Ainsi, Wedincamp et Foil, en 2002, ont mis en évidence des bactéries R. felis dans douze générations successives de puces sans qu’elles ne se soient nourries sur des hôtes bactériémiques. Cette transmission transovarienne, en plus de la transmission transstradiale, fait des puces des réservoirs de R. felis en plus de vecteurs efficaces. Aucune transmission sexuelle entre puces mâles et puces femelles n'a été observée pour R. felis et la transmission horizontale via l'ingestion de matières fécales ou d'œufs par des larves de puces n'a pas été prouvée (Wedincamp et Foil, 2002). La transmission horizontale via un repas de sang partagé entre puces a été démontrée avec des taux d’infection des puces initialement non infectées, allant de 3,3 à 40 % (Hirunkanokpun et al., 2011).

Malgré la destruction des cellules épithéliales de l’intestin moyen lors de leur réplication, les rickettsies semblent causer peu de dommages à leur vecteur. En effet, les puces sont infectées à vie et leurs traits de vie ne semble pas altérés. Cela peut s’expliquer par le fait que les cellules épithéliales sont remplacées à un rythme suffisamment rapide pour contrer les effets néfastes de l’infection (Valbuena et Walker, 2009).

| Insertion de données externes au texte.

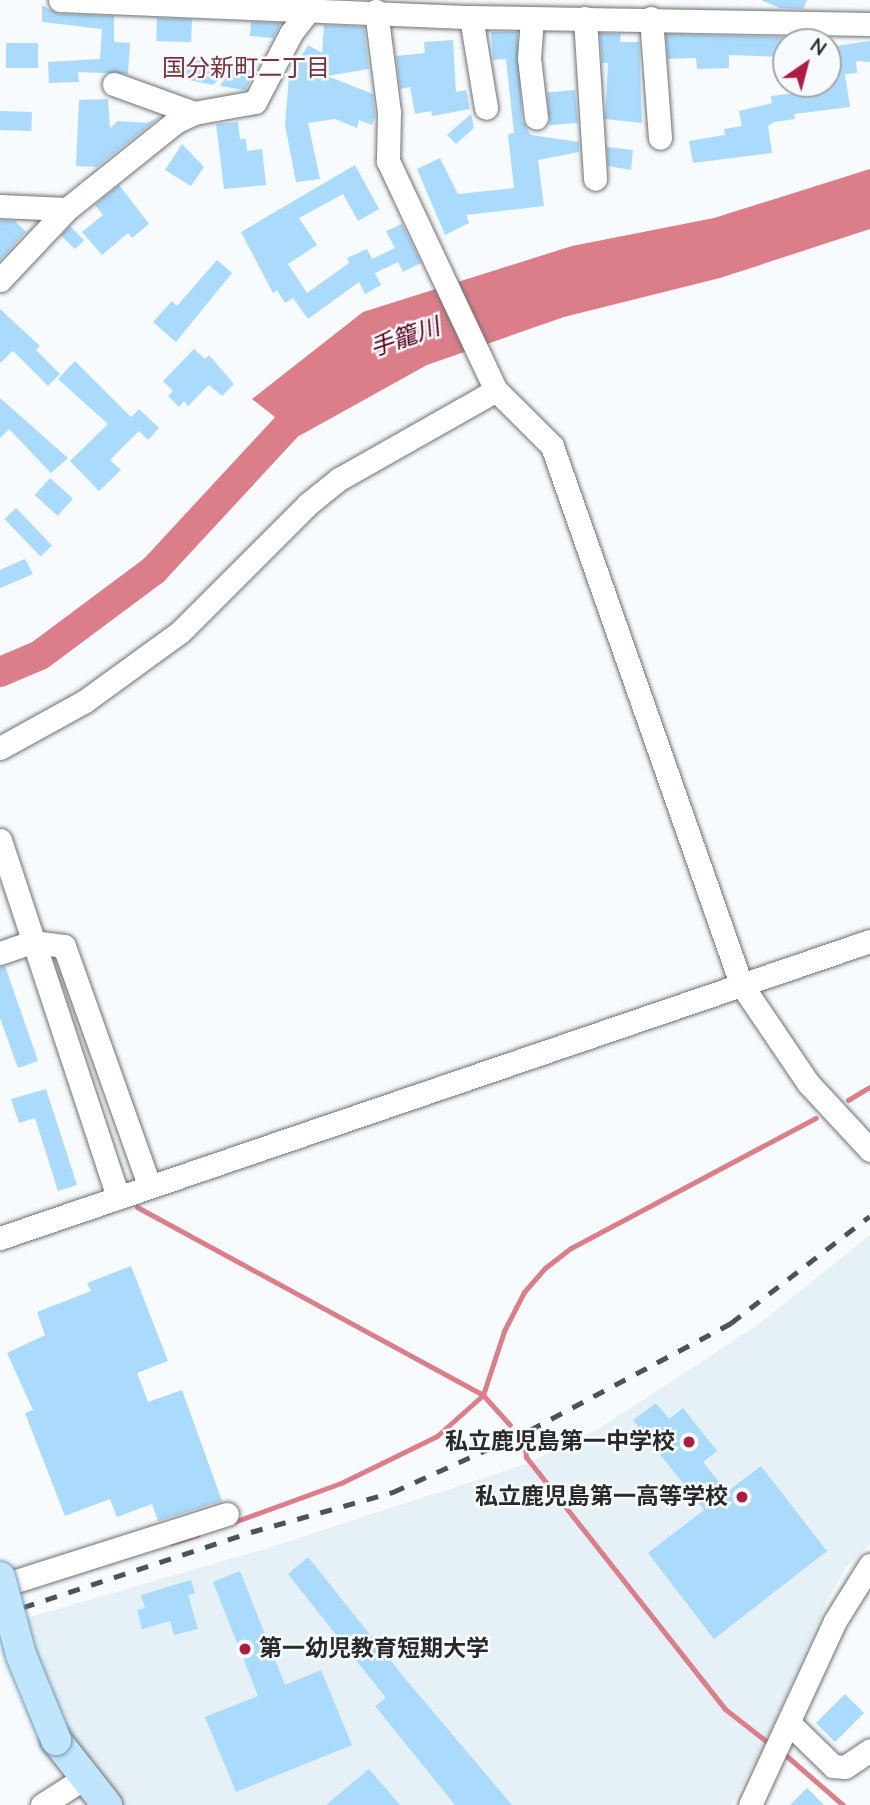 <!DOCTYPE html>
<meta charset="utf-8">
<style>
body{margin:0}
#map{position:relative;width:870px;height:1805px;overflow:hidden;background:#f8fbfd;font-family:"Nunito Sans","Noto Sans JP",sans-serif}
div>[style]{position:absolute}
[style*='--x']{left:calc(var(--x)*1px);top:calc(var(--y)*1px);width:calc(var(--w)*1px);rotate:calc(var(--a)*1deg)}
.built>*{inset:0;background:#e6f0f7}
.water>*{inset:0;background:#db7e89}
.stream>*{height:5px;margin:-2.5px;padding:0 2.5px;transform-origin:2.5px;border-radius:2.5px;background:#db7e89}
.river>*{height:30px;margin:-15px;padding:0 15px;transform-origin:15px;border-radius:15px;background:#db7e89}
.building>*{inset:0;background:#aadbfc;transform-origin:0 0}
.roads{filter:drop-shadow(0 0 2px #6e7072) drop-shadow(0 0 2px #6e7072)}
.minor>*{height:23px;margin:-11.5px;padding:0 11.5px;transform-origin:11.5px;border-radius:11.5px;background:#fff}
.major>*{height:30px;margin:-15px;padding:0 15px;transform-origin:15px;border-radius:15px;background:#c0e6fe}
.rail>*{height:5px;margin-top:-2.5px;transform-origin:0;background:repeating-linear-gradient(90deg,#4f5152 0 12px,transparent 0 24px)}
.bridges{filter:drop-shadow(0 0 2px #7099b4) drop-shadow(0 0 2px #7099b4)}
.major-bridge>*{height:30px;margin:-15px;padding:0 15px;transform-origin:15px;border-radius:15px;background:#c0e6fe}
.dots>*{width:19px;height:19px;translate:-50% -50%;box-sizing:border-box;border:4px solid #f8fbfd;border-radius:50%}
span{translate:-50% -50%;white-space:nowrap;text-align:center;line-height:1.15;-webkit-text-stroke:5px #f8fbfd;paint-order:stroke}
.poi-label{font-size:23px;color:#28292a;font-weight:700}
.right{translate:-100% -50%;text-align:right}
.left{translate:0 -50%;text-align:left}
.neighbourhood-label{font-size:24px;color:#78303b}
.water-label{font-size:24px;color:#57011b;font-style:italic}
.north{position:absolute;left:772px;top:28px;width:70px;height:70px;box-sizing:border-box;background:#f8fbfd;border:2px solid #a5a7a9;border-radius:50%;rotate:35deg;font-size:19px;font-weight:700;line-height:28px;text-align:center;color:#28292a}
.north::after{content:'';display:block;margin:auto;width:24px;height:32px;background:#af1c43;clip-path:polygon(50% 0,100% 100%,50% 72%,0 100%)}
</style>
<div id="map">
<div class="built">
<div style="clip-path:polygon(870px 1235px,870px 1544px,846px 1567px,828px 1599px,762px 1751px,731px 1805px,124px 1805px,65px 1730px,23px 1619px,265px 1549px,526px 1464px,600px 1428px,759px 1324px)"></div>
</div>
<div class="water">
<div style="clip-path:polygon(870px 169px,870px 229px,720px 278px,564px 317px,427px 365px,299px 436px,252px 399px,363px 312px,572px 246px,714px 218px)"></div>
</div>
<div class="stream">
<div style="--x:848;--y:1100;--w:26;--a:-31"></div>
<div style="--x:137;--y:1207;--w:394;--a:28.5"></div>
<div style="--x:483;--y:1395;--w:40;--a:48"></div>
<div style="--x:525;--y:1446;--w:11;--a:85"></div>
<div style="--x:526;--y:1457;--w:321;--a:51.7"></div>
<div style="--x:725;--y:1709;--w:58;--a:38"></div>
<div style="--x:231;--y:1523;--w:117;--a:-20"></div>
<div style="--x:341;--y:1483;--w:107;--a:-26.1"></div>
<div style="--x:437;--y:1436;--w:62;--a:-41.7"></div>
<div style="--x:483;--y:1395;--w:67;--a:-71.8"></div>
<div style="--x:504;--y:1331;--w:44;--a:-62.9"></div>
<div style="--x:524;--y:1292;--w:32;--a:-49"></div>
<div style="--x:545;--y:1268;--w:33;--a:-38"></div>
<div style="--x:571;--y:1248;--w:277;--a:-28"></div>
<div style="--x:171;--y:1543;--w:28;--a:-17"></div>
<div style="--x:782;--y:1752;--w:81;--a:41"></div>
</div>
<div class="river">
<div style="--x:0;--y:672;--w:43;--a:-23"></div>
<div style="--x:40;--y:655;--w:142;--a:-36.7"></div>
<div style="--x:154;--y:570;--w:234;--a:-47.2"></div>
</div>
<div class="building">
<div style="clip-path:polygon(761px 0,807px 0,803px 9px,780px 8px)"></div>
<div style="clip-path:polygon(42px 5px,59px 14px,114px 16px,114px 42px,130px 43px,128px 74px,78px 72px,79px 82px,49px 83px,48px 62px,100px 59px,102px 29px,42px 22px)"></div>
<div style="left:157px;top:18px;width:35px;height:23px;rotate:2deg"></div>
<div style="clip-path:polygon(251px 22px,281px 23px,273px 38px,250px 36px)"></div>
<div style="clip-path:polygon(324px 25px,364px 27px,369px 69px,327px 76px,373px 94px,375px 117px,372px 125px,359px 120px,357px 128px,335px 119px,308px 123px,320px 179px,296px 182px,285px 125px,289px 77px,308px 45px,322px 53px)"></div>
<div style="clip-path:polygon(491px 32px,517px 32px,522px 120px,531px 135px,579px 142px,579px 152px,538px 160px,544px 206px,466px 215px,469px 223px,445px 235px,417px 169px,440px 158px,458px 194px,514px 188px,508px 134px,514px 133px,506px 59px,493px 60px)"></div>
<div style="clip-path:polygon(600px 33px,621px 34px,620px 42px,639px 42px,642px 123px,605px 119px,608px 63px,602px 63px)"></div>
<div style="clip-path:polygon(666px 34px,786px 37px,786px 57px,729px 55px,729px 68px,697px 69px,696px 58px,668px 59px)"></div>
<div style="clip-path:polygon(453px 40px,456px 92px,466px 90px,470px 109px,432px 116px,431px 111px,415px 114px,410px 87px,400px 89px,396px 56px,425px 53px,424px 42px)"></div>
<div style="clip-path:polygon(870px 41px,870px 62px,856px 61px,857px 73px,845px 74px,850px 107px,794px 114px,795px 119px,774px 122px,768px 126px,772px 153px,693px 163px,689px 141px,725px 135px,724px 129px,742px 126px,739px 111px,772px 103px,771px 96px,820px 90px,819px 85px,828px 84px,828px 47px)"></div>
<div style="left:6px;top:43px;width:32px;height:25px"></div>
<div style="clip-path:polygon(201px 60px,201px 62px,256px 71px,245px 90px,220px 86px,231px 69px,213px 85px,179px 78px,179px 62px)"></div>
<div style="left:575px;top:90px;width:33px;height:28px;rotate:85deg"></div>
<div style="clip-path:polygon(108px 99px,110px 128px,118px 121px,147px 123px,161px 116px,97px 167px,76px 166px,79px 100px)"></div>
<div style="left:0;top:111px;width:32px;height:19px;rotate:2deg"></div>
<div style="clip-path:polygon(471px 114px,474px 128px,456px 144px,447px 135px)"></div>
<div style="clip-path:polygon(238px 122px,240px 139px,246px 139px,247px 151px,262px 149px,266px 185px,224px 189px,216px 124px)"></div>
<div style="clip-path:polygon(182px 144px,204px 167px,191px 186px,165px 170px)"></div>
<div style="clip-path:polygon(607px 147px,633px 150px,631px 170px,608px 166px)"></div>
<div style="clip-path:polygon(355px 165px,379px 209px,358px 221px,343px 194px,299px 218px,317px 245px,288px 264px,307px 293px,349px 263px,347px 258px,367px 249px,372px 259px,395px 248px,386px 231px,402px 224px,421px 263px,403px 272px,398px 262px,375px 273px,381px 285px,365px 294px,359px 282px,308px 319px,293px 298px,285px 303px,277px 290px,273px 293px,241px 232px)"></div>
<div style="clip-path:polygon(119px 185px,149px 224px,132px 238px,128px 233px,102px 255px,82px 232px,103px 215px,95px 205px)"></div>
<div style="clip-path:polygon(0 220px,15px 221px,26px 232px,0 260px)"></div>
<div style="left:70px;top:226px;width:20px;height:13px;rotate:45deg"></div>
<div style="clip-path:polygon(217px 260px,232px 273px,176px 342px,153px 322px,172px 301px,177px 306px)"></div>
<div style="clip-path:polygon(0 309px,40px 346px,36px 350px,60px 374px,48px 386px,13px 351px,0 363px)"></div>
<div style="clip-path:polygon(194px 349px,205px 359px,209px 355px,234px 384px,222px 396px,209px 385px,188px 406px,184px 401px,179px 407px,168px 396px,173px 391px,163px 381px)"></div>
<div style="clip-path:polygon(75px 361px,131px 417px,139px 409px,159px 428px,148px 440px,139px 431px,110px 460px,121px 470px,99px 491px,70px 461px,108px 424px,58px 379px)"></div>
<div style="clip-path:polygon(0 398px,68px 458px,51px 473px,9px 429px,0 438px)"></div>
<div style="left:50px;top:478px;width:31px;height:23px;rotate:42deg"></div>
<div style="left:16px;top:508px;width:52px;height:16px;rotate:46deg"></div>
<div style="clip-path:polygon(25px 559px,33px 574px,0 588px,0 570px)"></div>
<div style="clip-path:polygon(5px 966px,38px 1061px,18px 1068px,0 1018px,0 967px)"></div>
<div style="clip-path:polygon(46px 1089px,77px 1185px,58px 1191px,35px 1118px,19px 1123px,11px 1099px)"></div>
<div style="clip-path:polygon(131px 1266px,168px 1361px,137px 1373px,148px 1402px,182px 1390px,222px 1501px,158px 1521px,152px 1504px,117px 1517px,110px 1499px,65px 1516px,25px 1413px,33px 1410px,7px 1353px,45px 1335px,37px 1312px,91px 1291px,87px 1283px)"></div>
<div style="clip-path:polygon(656px 1403px,669px 1419px,683px 1408px,717px 1451px,703px 1462px,727px 1492px,761px 1466px,827px 1551px,714px 1639px,648px 1553px,704px 1510px,633px 1420px)"></div>
<div style="clip-path:polygon(308px 1557px,407px 1681px,512px 1805px,455px 1805px,375px 1706px,386px 1698px,288px 1574px)"></div>
<div style="clip-path:polygon(240px 1571px,285px 1685px,321px 1670px,352px 1745px,236px 1792px,205px 1717px,258px 1696px,213px 1582px)"></div>
<div style="clip-path:polygon(191px 1580px,195px 1593px,188px 1595px,198px 1629px,174px 1635px,170px 1621px,142px 1629px,137px 1610px,145px 1608px,141px 1595px)"></div>
<div style="left:845px;top:1694px;width:27px;height:41px;rotate:45deg"></div>
<div style="clip-path:polygon(369px 1769px,400px 1805px,326px 1805px)"></div>
<div style="clip-path:polygon(807px 1788px,824px 1805px,790px 1805px)"></div>
</div>
<div class="roads">
<div class="minor">
<div style="--x:60;--y:0;--w:411;--a:2.4"></div>
<div style="--x:471;--y:17;--w:399;--a:1"></div>
<div style="--x:376;--y:11;--w:102;--a:82.7"></div>
<div style="--x:389;--y:112;--w:49;--a:91.2"></div>
<div style="--x:388;--y:161;--w:253;--a:64.8"></div>
<div style="--x:496;--y:390;--w:79;--a:45"></div>
<div style="--x:552;--y:446;--w:570;--a:70.64"></div>
<div style="--x:741;--y:984;--w:120;--a:55.9"></div>
<div style="--x:808;--y:1083;--w:91;--a:47.2"></div>
<div style="--x:471;--y:17;--w:92;--a:80.6"></div>
<div style="--x:532;--y:18;--w:40;--a:94.3"></div>
<div style="--x:529;--y:58;--w:60;--a:83.3"></div>
<div style="--x:585;--y:18;--w:161;--a:86.4"></div>
<div style="--x:651;--y:18;--w:120;--a:85.7"></div>
<div style="--x:114;--y:84;--w:85;--a:19.9"></div>
<div style="--x:0;--y:206;--w:67;--a:2.6"></div>
<div style="--x:67;--y:209;--w:141;--a:-38.7"></div>
<div style="--x:177;--y:121;--w:19;--a:-25"></div>
<div style="--x:194;--y:113;--w:62;--a:-10.2"></div>
<div style="--x:255;--y:102;--w:78;--a:-62.4"></div>
<div style="--x:291;--y:33;--w:36;--a:-52"></div>
<div style="--x:0;--y:280;--w:98;--a:-46.7"></div>
<div style="--x:0;--y:748;--w:97;--a:-28.9"></div>
<div style="--x:85;--y:701;--w:117;--a:-36"></div>
<div style="--x:180;--y:632;--w:181;--a:-45"></div>
<div style="--x:308;--y:504;--w:40;--a:-39"></div>
<div style="--x:339;--y:479;--w:180;--a:-29.5"></div>
<div style="--x:0;--y:840;--w:375;--a:71.7"></div>
<div style="--x:0;--y:953;--w:34;--a:-19"></div>
<div style="--x:32;--y:942;--w:32;--a:7"></div>
<div style="--x:64;--y:946;--w:254;--a:70.4"></div>
<div style="--x:0;--y:1238;--w:919;--a:-18.85"></div>
<div style="--x:0;--y:1586;--w:238;--a:-17.6"></div>
<div style="--x:789;--y:1723;--w:62;--a:44.3"></div>
<div style="--x:833;--y:1766;--w:12;--a:5"></div>
<div style="--x:845;--y:1767;--w:30;--a:-34"></div>
<div style="--x:42;--y:1805;--w:50;--a:-32.7"></div>
<div style="--x:750;--y:1805;--w:203;--a:-65.2"></div>
<div style="--x:835;--y:1621;--w:66;--a:-58"></div>
</div>
<div class="major">
<div style="--x:56;--y:1740;--w:83;--a:51.9"></div>
</div>
</div>
<div class="rail">
<div style="--x:0;--y:1615;--w:264;--a:-18.3"></div>
<div style="--x:251;--y:1532;--w:148;--a:-15.7"></div>
<div style="--x:393;--y:1492;--w:150;--a:-24.3"></div>
<div style="--x:530;--y:1430;--w:228;--a:-28"></div>
<div style="--x:731;--y:1323;--w:175;--a:-37.6"></div>
</div>
<div class="bridges">
<div class="major-bridge">
<div style="--x:0;--y:1577;--w:81;--a:74.9"></div>
<div style="--x:21;--y:1655;--w:92;--a:67.6"></div>
</div>
</div>
<div class="dots">
<div style="left:689px;top:1442px;background:#af1c43"></div>
<div style="left:742px;top:1497px;background:#af1c43"></div>
<div style="left:245px;top:1649px;background:#af1c43"></div>
</div>
<div class="poi-label">
<span class="right" style="left:675px;top:1442px">私立鹿児島第一中学校</span>
<span class="right" style="left:728px;top:1497px">私立鹿児島第一高等学校</span>
<span class="left" style="left:259px;top:1649px">第一幼児教育短期大学</span>
</div>
<div class="neighbourhood-label">
<span style="left:246px;top:69px">国分新町二丁目</span>
</div>
<div class="water-label">
<span style="left:405px;top:338px;rotate:-19deg">手籠川</span>
</div>
<div class="north">N</div>
</div>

Les rickettsies, selon les espèces, peuvent être transmises à l’Homme et autres vertébrés par divers moyens. Tout d’abord, R. felis serait transmise via la piqûre d’un arthropode infecté. En effet, R. felis a été détectée dans les glandes salivaires de puces C. felis infectées ce qui suggère que la sécrétion de salive infectieuse pendant l’alimentation est un mode possible de transmission aux hôtes

40

mammifères (Macaluso et al., 2008). Une séroconversion a été observée chez des chats exposés à des puces contaminées par R. felis et l’ADN de cette rickettsie a été amplifiée dans le sang de ces hôtes (Wedincamp et Foil, 2000). Pour R. typhi, le mécanisme le plus efficace semble être l’inoculation de déjections contaminées par voie cutanée ou conjonctivale (Azad et Beard, 1998). En effet, une personne peut se contaminer elle-même via ses mains souillées de déjections de puces infectées en se frottant les yeux et s’inoculer directement les bactéries dans la conjonctive oculaire (Ghosn et Bossi, 2005). Cependant, comme R. felis est retrouvée dans les déjections de puce, une transmission par inoculation de ces dernières est envisageable suite à une griffure ou à une morsure accidentelle (Reif et al., 2011). De même, il semblerait que R. typhi soit transmise, dans une moindre mesure, par régurgitation des bactéries au moment de la piqûre (Azad, 1990 ; Eisen et Gage, 2012). L’infection par inhalation de suspensions aériennes contenant des matières fécales de puces infectées a également été décrite (Eisen et Gage, 2012).